Woodbridge v. Hall

Opinion by

Mb. Justice Jones,

This appeal assails the action of the learned court below in decreeing specific performance of an alleged oral agreement of the parties settling the controversy in litigation.

The plaintiffs, husband and wife, were the owners of improved real estate which adjoined property owned by the individual defendant. The latter, together with her husband during his lifetime, had caused excavations to be made on their property for the construction of a roadway at such a location and in such a manner as to cause, allegedly, a portion of their land to erode and slide onto the plaintiffs’ property with threatened serious injury to the dwelling and garage thereon erected. For that cause, the plaintiffs brought suit against the individual defendant (joining therein the executors of her deceased husband’s estate) to compel the defendant to furnish the plaintiffs proper lateral support. When the case was called for trial, the parties, with their respective counsel, repaired to a nearby room in the courthouse where they negotiated and approved an agreement of settlement which was to be reduced to writing. Counsel for both parties thereupon went before the court and announced to the chancellor that the *48case bad been amicably settled. Notwithstanding that two drafts of the agreement of settlement were subsequently made by plaintiffs’ counsel and one draft by defendant’s counsel, none was signed by all of the parties and the settlement was never carried out. At that impasse, the plaintiffs again put the case down for trial and petitioned the court to enforce the alleged oral agreement of settlement as theretofore entered into by the parties.
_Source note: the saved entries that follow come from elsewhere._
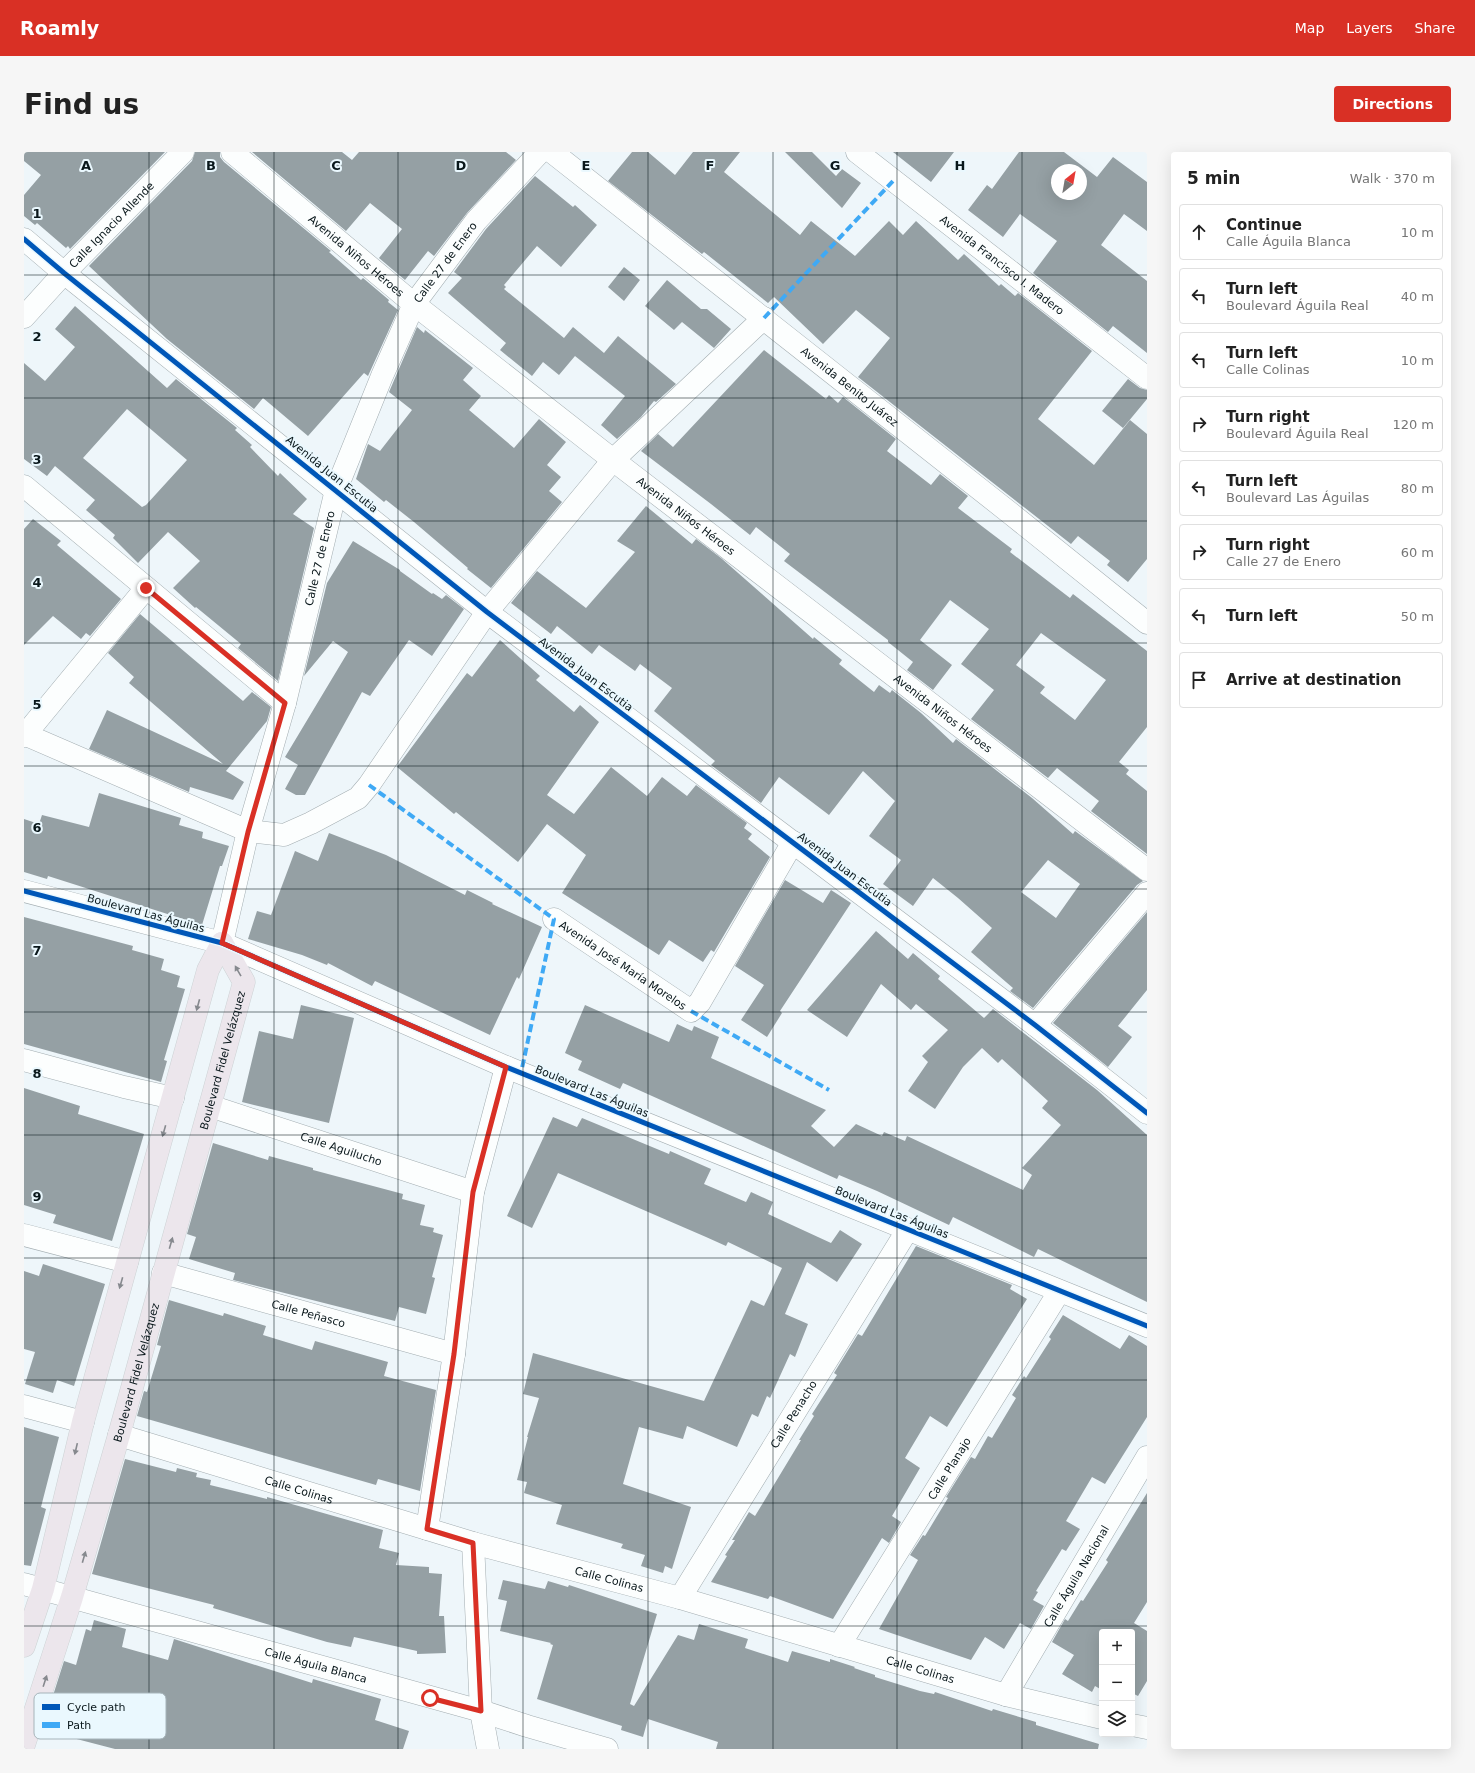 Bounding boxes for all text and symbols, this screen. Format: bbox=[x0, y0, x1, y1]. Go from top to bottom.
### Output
text: Roamly bbox=[20, 17, 99, 39]
text: Map bbox=[1295, 20, 1324, 36]
text: Layers bbox=[1346, 20, 1393, 36]
text: Share bbox=[1415, 20, 1455, 36]
button: Directions bbox=[1334, 86, 1451, 122]
text: Find us bbox=[24, 88, 139, 121]
text: A bbox=[81, 158, 91, 173]
text: B bbox=[206, 158, 216, 173]
text: C bbox=[331, 158, 341, 173]
text: D bbox=[456, 158, 467, 173]
text: E bbox=[582, 158, 590, 173]
text: F bbox=[706, 158, 714, 173]
text: G bbox=[830, 158, 840, 173]
text: H bbox=[955, 158, 965, 173]
north arrow bbox=[1051, 164, 1087, 200]
text: 5 min bbox=[1187, 168, 1240, 188]
text: Walk · 370 m bbox=[1350, 171, 1435, 186]
street label: Calle Ignacio Allende bbox=[67, 179, 157, 271]
text: 1 bbox=[32, 206, 42, 221]
street label: Avenida Niños Héroes bbox=[306, 213, 407, 300]
street label: Avenida Francisco I. Madero bbox=[937, 213, 1067, 318]
text: Continue bbox=[1226, 216, 1302, 234]
street label: Calle 27 de Enero bbox=[411, 220, 480, 305]
icon: ahead bbox=[1188, 221, 1210, 243]
text: 10 m bbox=[1401, 225, 1434, 240]
text: Calle Águila Blanca bbox=[1226, 234, 1351, 249]
text: Turn left bbox=[1226, 280, 1298, 298]
icon: left bbox=[1188, 285, 1210, 307]
text: 40 m bbox=[1401, 289, 1434, 304]
text: Boulevard Águila Real bbox=[1226, 298, 1369, 313]
text: 2 bbox=[32, 329, 42, 344]
text: Turn left bbox=[1226, 344, 1298, 362]
street label: Avenida Benito Juárez bbox=[798, 345, 901, 429]
icon: left bbox=[1188, 349, 1210, 371]
text: 10 m bbox=[1401, 353, 1434, 368]
text: Calle Colinas bbox=[1226, 362, 1310, 377]
text: Turn right bbox=[1226, 408, 1310, 426]
icon: right bbox=[1188, 413, 1210, 435]
text: 120 m bbox=[1392, 417, 1434, 432]
text: Boulevard Águila Real bbox=[1226, 426, 1369, 441]
street label: Avenida Juan Escutia bbox=[283, 433, 380, 516]
text: 3 bbox=[32, 452, 42, 467]
text: Turn left bbox=[1226, 472, 1298, 490]
street label: Avenida Niños Héroes bbox=[634, 475, 738, 558]
icon: left bbox=[1188, 477, 1210, 499]
text: 80 m bbox=[1401, 481, 1434, 496]
text: Boulevard Las Águilas bbox=[1226, 490, 1369, 505]
street label: Calle 27 de Enero bbox=[302, 509, 338, 607]
text: Turn right bbox=[1226, 536, 1310, 554]
icon: right bbox=[1188, 541, 1210, 563]
text: 60 m bbox=[1401, 545, 1434, 560]
text: Calle 27 de Enero bbox=[1226, 554, 1341, 569]
text: 4 bbox=[32, 575, 42, 590]
route end bbox=[137, 579, 155, 597]
icon: left bbox=[1188, 605, 1210, 627]
text: Turn left bbox=[1226, 607, 1298, 625]
text: 50 m bbox=[1401, 609, 1434, 624]
street label: Avenida Juan Escutia bbox=[536, 635, 635, 714]
icon: arrive bbox=[1188, 669, 1210, 691]
text: Arrive at destination bbox=[1226, 671, 1401, 689]
street label: Avenida Niños Héroes bbox=[891, 672, 995, 756]
text: 5 bbox=[32, 697, 42, 712]
text: 6 bbox=[32, 820, 42, 835]
street label: Avenida Juan Escutia bbox=[795, 830, 894, 909]
street label: Boulevard Las Águilas bbox=[86, 892, 206, 936]
street label: Avenida José María Morelos bbox=[557, 918, 689, 1013]
text: 7 bbox=[32, 943, 42, 958]
one-way arrow bbox=[234, 965, 241, 977]
street label: Boulevard Fidel Velázquez bbox=[198, 989, 248, 1131]
one-way arrow bbox=[195, 1000, 201, 1012]
street label: Boulevard Las Águilas bbox=[533, 1063, 651, 1120]
text: 8 bbox=[32, 1066, 42, 1081]
one-way arrow bbox=[160, 1124, 166, 1137]
street label: Calle Aguilucho bbox=[298, 1130, 384, 1169]
street label: Boulevard Las Águilas bbox=[833, 1184, 951, 1241]
text: 9 bbox=[32, 1189, 42, 1204]
one-way arrow bbox=[169, 1237, 175, 1249]
one-way arrow bbox=[118, 1277, 124, 1289]
street label: Calle Peñasco bbox=[270, 1298, 347, 1331]
street label: Boulevard Fidel Velázquez bbox=[111, 1302, 162, 1444]
street label: Calle Penacho bbox=[768, 1378, 820, 1451]
street label: Calle Planajo bbox=[926, 1435, 974, 1502]
one-way arrow bbox=[73, 1443, 79, 1455]
street label: Calle Colinas bbox=[263, 1474, 335, 1507]
street label: Calle Águila Nacional bbox=[1042, 1523, 1112, 1630]
one-way arrow bbox=[81, 1551, 87, 1563]
street label: Calle Colinas bbox=[573, 1564, 645, 1595]
map controls bbox=[1099, 1629, 1135, 1737]
button: + bbox=[1099, 1629, 1135, 1665]
street label: Calle Águila Blanca bbox=[263, 1645, 369, 1686]
street label: Calle Colinas bbox=[884, 1654, 956, 1686]
button: − bbox=[1099, 1665, 1135, 1701]
one-way arrow bbox=[42, 1675, 48, 1687]
route start bbox=[421, 1689, 439, 1707]
legend bbox=[34, 1693, 166, 1739]
text: Cycle path bbox=[67, 1701, 126, 1714]
button: layers bbox=[1099, 1701, 1135, 1737]
text: Path bbox=[67, 1719, 91, 1732]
The court, after hearing testimony of both sides relating to what had transpired at the time of the alleged settlement, thereafter filed an adjudication and decree nisi, which later was made final, awarding specific performance of the oral settlement agreement. The defendant appealed and now poses, as the question involved, whether the oral negotiations and understandings of the parties at the time the case was first called for trial constitute a valid and enforceable agreement of compromise or settlement of the case. The appellant also lists another question to be argued which, however, assumes facts not embraced by the findings of the chancellor which were confirmed by the court en banc. As there is evidence to support the findings, that question need not, therefore, be considered.
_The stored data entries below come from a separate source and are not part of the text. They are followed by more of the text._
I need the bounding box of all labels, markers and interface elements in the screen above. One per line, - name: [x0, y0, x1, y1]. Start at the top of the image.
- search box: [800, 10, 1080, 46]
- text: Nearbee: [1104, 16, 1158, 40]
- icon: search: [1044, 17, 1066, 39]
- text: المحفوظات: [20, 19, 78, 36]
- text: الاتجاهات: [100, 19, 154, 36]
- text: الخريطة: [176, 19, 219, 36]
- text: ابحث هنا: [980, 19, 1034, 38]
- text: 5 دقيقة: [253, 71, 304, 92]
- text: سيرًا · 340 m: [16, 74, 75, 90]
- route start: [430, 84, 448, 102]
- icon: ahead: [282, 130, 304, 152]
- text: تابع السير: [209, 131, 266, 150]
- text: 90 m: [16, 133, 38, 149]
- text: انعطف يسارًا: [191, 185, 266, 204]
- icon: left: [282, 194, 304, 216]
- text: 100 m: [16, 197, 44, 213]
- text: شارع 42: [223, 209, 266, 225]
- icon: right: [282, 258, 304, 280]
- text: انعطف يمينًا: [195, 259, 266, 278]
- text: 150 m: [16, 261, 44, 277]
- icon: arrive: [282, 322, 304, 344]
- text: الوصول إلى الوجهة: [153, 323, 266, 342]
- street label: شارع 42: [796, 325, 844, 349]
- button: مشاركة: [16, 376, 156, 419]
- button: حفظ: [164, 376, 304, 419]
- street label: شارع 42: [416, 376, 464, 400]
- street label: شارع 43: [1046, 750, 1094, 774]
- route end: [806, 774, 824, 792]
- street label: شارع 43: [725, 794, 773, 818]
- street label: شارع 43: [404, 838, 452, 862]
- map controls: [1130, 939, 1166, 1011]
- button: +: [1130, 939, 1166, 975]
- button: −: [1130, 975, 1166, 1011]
The procedure by petition to the equity court, having jurisdiction of the subject matter of the litigation, to enforce specifically the agreement of settlement allegedly entered into by the parties was appropriate: Melnick v. Binenstock, 318 Pa. 533, 536, 537, 179 A. 77. The findings of the chancellor were, confirmed by the court en banc and, therefore, have the weight of a jury’s verdict and will not be disturbed on appeal, there being substantial evidence to support them: Rayman v. Morris, 361 Pa. 583, 584, 65 A. 2d 397; Kaufhold v. Taylor, 360 Pa. 372, 375, 61 A. 2d 813; Christy v. Christy, 353 Pa. 476, 477-478, 48 A. 2d 169. Each of the matters orally agreed upon by the parties in settlement of the *49controversy was specifically found by the chancellor and together constitute a binding and enforceable contract as the learned court below correctly concluded: see Sale v. Ambler, 335 Pa. 165, 169, 6 A. 2d 519.

Decree affirmed at appellant’s costs.